Transparence du score environnemental
Auteur :
Romain Daubié
— Les Démocrates
(Ain · 2ᵉ circ.)
Ministère interrogé : Ministère de la transition écologique, de la biodiversité et des négociations internationales sur le climat et la nature
Ministère attributaire : Ministère des transports
Rubrique : automobiles
Date de la question : 2026-01-27
Date de la réponse : 2026-05-12
(105 jours)
Texte de la question
M. Romain Daubié attire l'attention de Mme la ministre de la transition écologique, de la biodiversité et des négociations internationales sur le climat et la nature sur le climat et la nature sur la nécessité de renforcer la transparence et la lisibilité des scores environnementaux appliqués aux véhicules électriques. Depuis l'entrée en vigueur de la réforme du bonus écologique, l'éligibilité des véhicules est conditionnée à l'atteinte d'un score environnemental minimal, calculé selon une méthodologie prenant en compte l'empreinte carbone de la production (matériaux, assemblage, batterie) et le transport. Si cette mesure est saluée pour sa contribution à la réindustrialisation verte de l'Europe et à la réduction des émissions globales de CO2, elle soulève des interrogations légitimes de la part des citoyens quant à sa complexité et au manque d'information accessible au consommateur final. Plusieurs administrés ont fait part de leurs difficultés à comprendre le détail de la notation attribuée à chaque modèle. Actuellement, le score est perçu comme une donnée administrative binaire (éligible ou non) plutôt que comme un véritable outil pédagogique permettant de comparer l'impact écologique réel de deux véhicules électriques. À l'instar du « nutri-score » pour l'alimentation, une information plus granulaire sur l'origine des composants, la part de matériaux recyclés ou l'intensité carbone du mix énergétique utilisé lors de la fabrication de la batterie semble indispensable pour éclairer le choix des Français. Dans un souci de justice environnementale et de protection du consommateur, M. le député estime qu'une transparence accrue permettrait non seulement de valoriser les efforts des constructeurs les plus vertueux, mais aussi d'éviter toute suspicion de greenwashing. En conséquence, il souhaite savoir quelles mesures le Gouvernement entend prendre pour assurer la mise en place d'un affichage environnemental simplifié et détaillé sur les lieux de vente et les configurateurs en ligne. Il lui demande, par ailleurs, quels leviers pourraient être mobilisés pour rendre les critères de calcul du score environnemental plus accessibles et compréhensibles pour le grand public, afin de faire de cet outil un véritable moteur de la transition écologique citoyenne.
Réponse ministérielle
Le score environnemental pour les voitures électriques neuves a été mis en place fin 2023, et s'applique aujourd'hui pour l'éligibilité à plusieurs aides à l'acquisition de véhicules électriques (aide CEE à l'acquisition, leasing social) ainsi qu'à l'évaluation de certaines dispositions fiscales (la taxe annuelle incitative au verdissement des grandes flottes, et l'évaluation des avantages en nature).
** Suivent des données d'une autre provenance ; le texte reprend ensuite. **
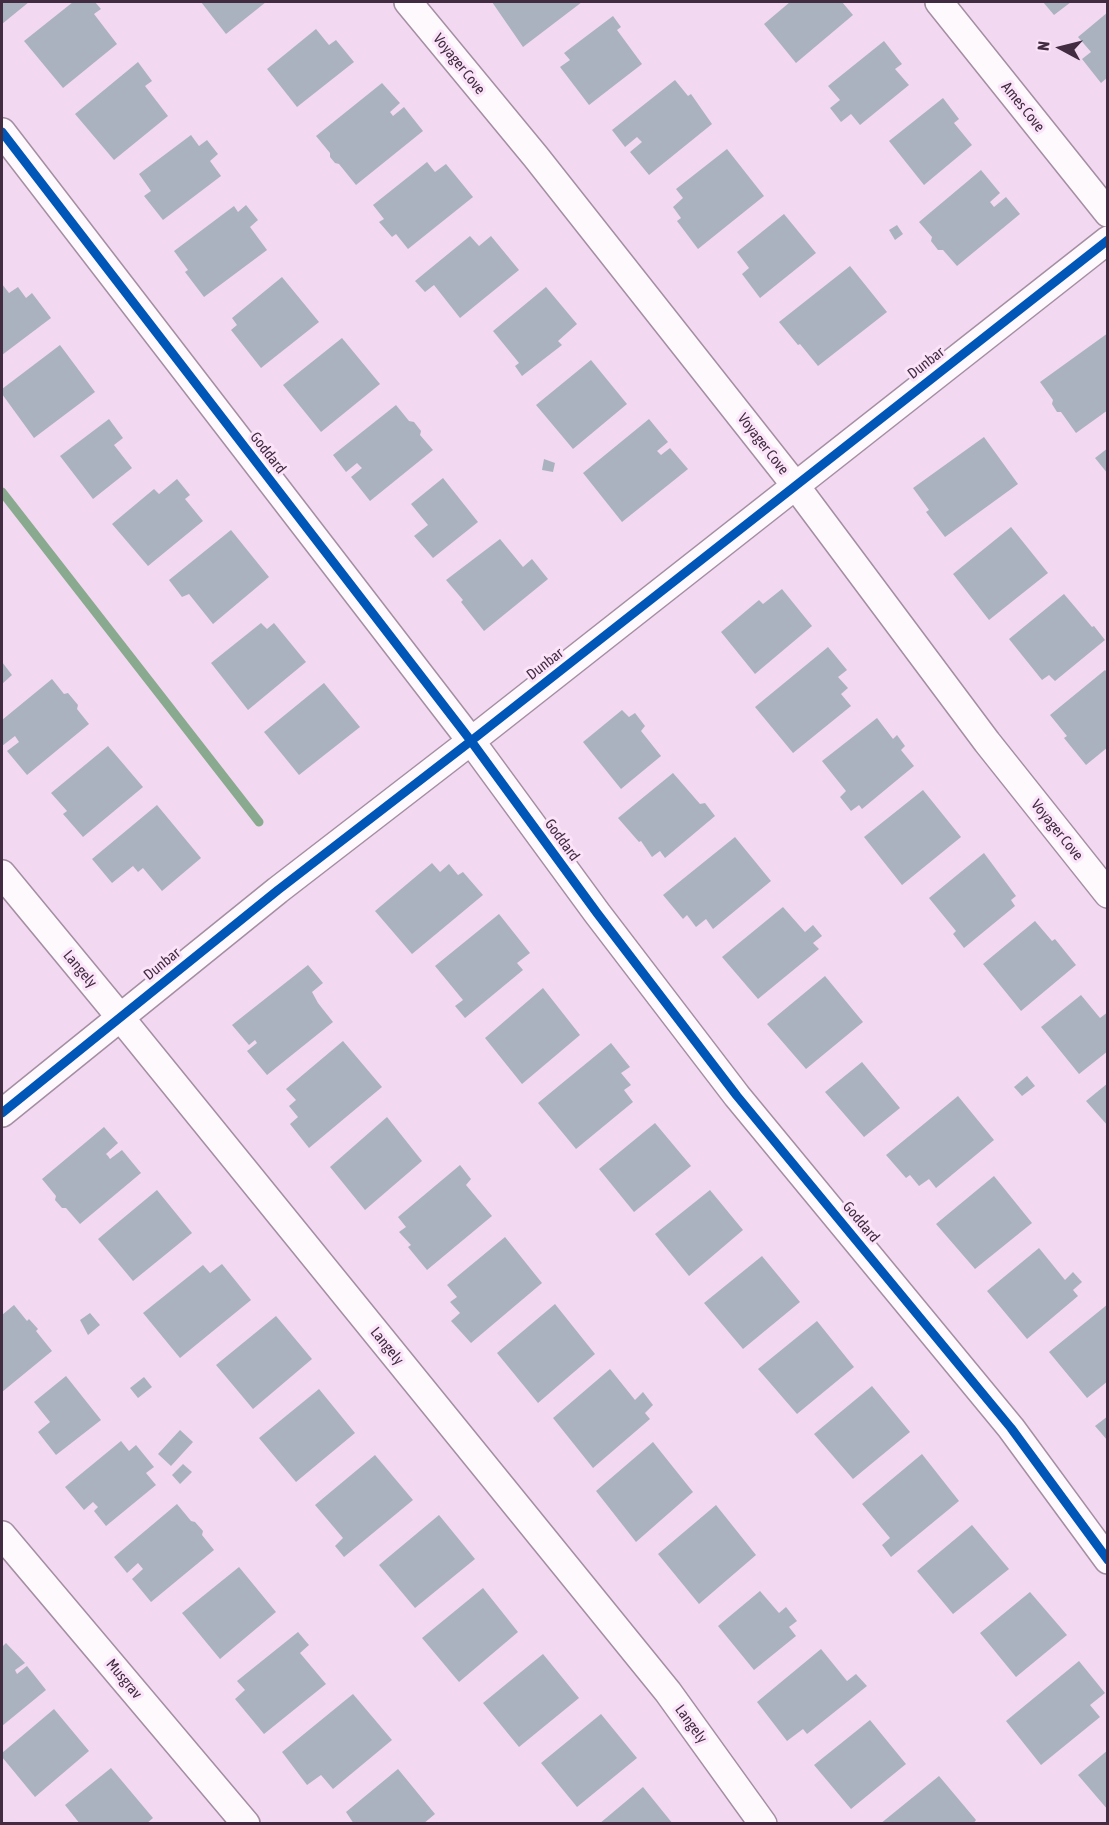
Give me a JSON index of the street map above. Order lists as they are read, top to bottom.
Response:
{
  "streets": {
    "street": [
      "Voyager Cove",
      "Ames Cove",
      "Dunbar",
      "Goddard",
      "Langely",
      "Musgrav"
    ]
  },
  "crossings": [
    ["Voyager Cove", "Dunbar"],
    ["Dunbar", "Goddard"],
    ["Dunbar", "Langely"]
  ],
  "north": "left"
}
Conformément à l'arrêté du 7 octobre 2023 (NOR : ENER2326562A) fixant sa méthodologie, le score environnemental repose sur un calcul d'empreinte carbone simplifiée obtenue par l'agrégation de six composantes principales : la production des métaux ferreux, de l'aluminium, des autres matériaux, la fabrication de la batterie, les transformations intermédiaires et l'assemblage du véhicule, ainsi que le transport jusqu'au site de distribution en France. Ces composantes ont été choisies car elles sont les principales contributrices à l'impact carbone d'un véhicule à sa production. Chaque composante est évaluée à partir de facteurs d'émission de référence (voir l'annexe I de l'arrêté du 7 octobre 2023 susvisé) et de données fournies par le constructeur (tels que la masse en ordre de marche, les quantités de matériaux, la taille de batterie, les localisations de production du véhicule et de la batterie, le mode d'acheminement …). Les facteurs d'émission de référence ont été construits par l'ADEME à partir de sources publiques, internationales et reconnues (International Aluminium Institute, World Steel Association, International Energy Agency, etc.). L'empreinte carbone ainsi calculée est ensuite convertie en un score normalisé sur 80 points, 60 points sont requis pour atteindre le seuil minimal du score environnemental, et donc être éligible à certaines aides notamment. Un site internet permet à chaque citoyen de trouver des informations sur le score environnemental et de consulter en quelques clics la liste des versions éligibles : https://score-environnemental-bonus.ademe.fr Par ailleurs, les voitures ont un étiquetage sur les émissions de CO2 du véhicule pendant son fonctionnement, allant d'une échelle de A à G. Elle est obligatoire dans les lieux de vente et dans les publicités. Un projet de règlement européen est en cours de discussion, pour actualiser cette étiquette, et pourrait proposer d'intégrer l'analyse en cycle de vie (ACV) du véhicule.